Besides the most useful contacts given me by my missionary friend. Miss Henty, I had introductions from the London School of Economics which opened many doors. And I was fortunate in that on my first visit to Kobe I met and began what was to prove a life-long friendship with Morgan Young, the intrepid editor and publisher of the world renowned liberal weekly, Japan Chronicle, and author of several excellent books on Japan. He knew Russell and admired him. He was interesting,intelligent,and humane and was to remain my friend until his death in England at the beginning of the Second World War.

In general I was afforded a rare opportunity to acquire the information I required to write my book and the articles I had contracted to send to the Manchester Guardian Commercial Supplement  on comparative costs of production in  the Japanese and Lancashire cotton industries. I was hampered only by my lack of any mechanical or engineering training or of practical knowledge of the production process. I had visited a few cotton textile factories in Lancashire while at the London School of Economics but until I came to Japan I had no opportunity to master the many stages of the productive process which transforms a ball of raw cotton into the yarn which is eventually woven into cloth.
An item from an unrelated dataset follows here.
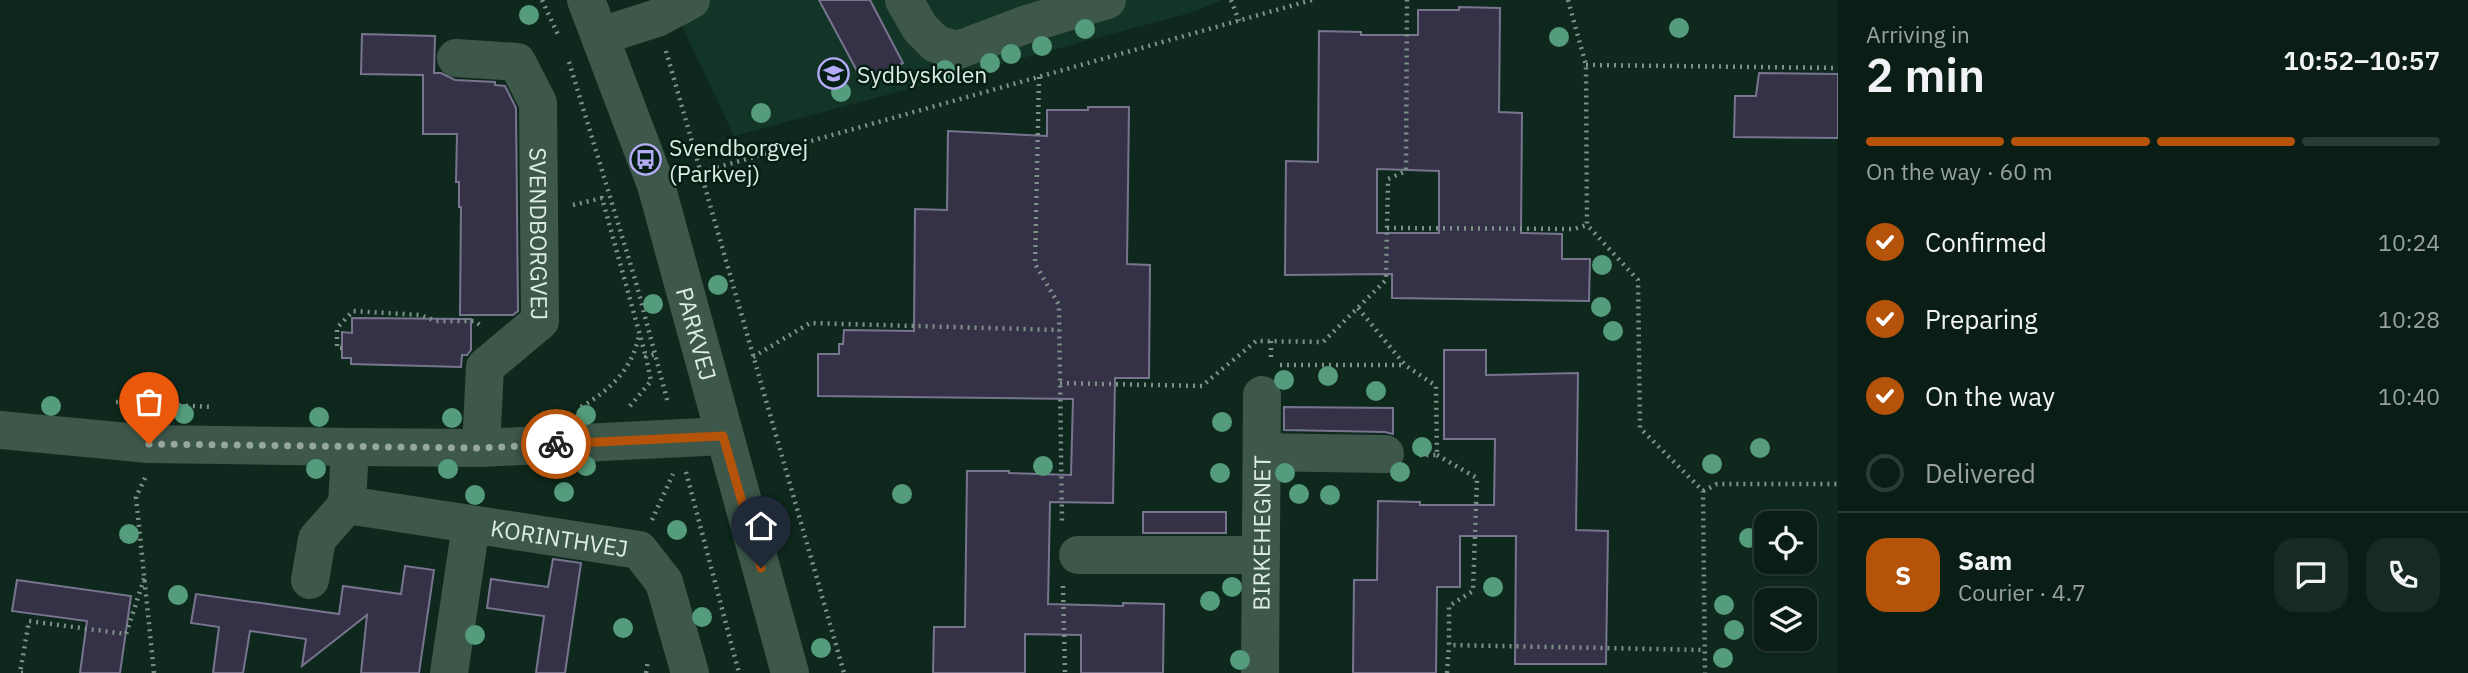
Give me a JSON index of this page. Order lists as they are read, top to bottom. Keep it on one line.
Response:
{"streets":{"street":["SVENDBORGVEJ","PARKVEJ","BIRKEHEGNET","KORINTHVEJ"]},"places":{"school or university":["Sydbyskolen"],"bus stop":["Svendborgvej (Parkvej)"]},"page":{"heading":["2 min","Arriving in","10:52–10:57"],"panel":["Sam","Courier · 4.7"],"bar":"On the way · 60 m","list":[["Confirmed","10:24"],["Preparing","10:28"],["On the way","10:40"],"Delivered"],"round":"S"}}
So I had to pretend to be an expert until I actually became one. This required hard work and constant vigilance lest I betray my ignorance. While posing the questions, noting the answers, and checking them by my own observations of how many workers were standing at each machine producing so much per hour or day from carding to spinning to weaving, enabling me to calculate labor and other costs, I learnt to distinguish one machine from another in the whole complicated process.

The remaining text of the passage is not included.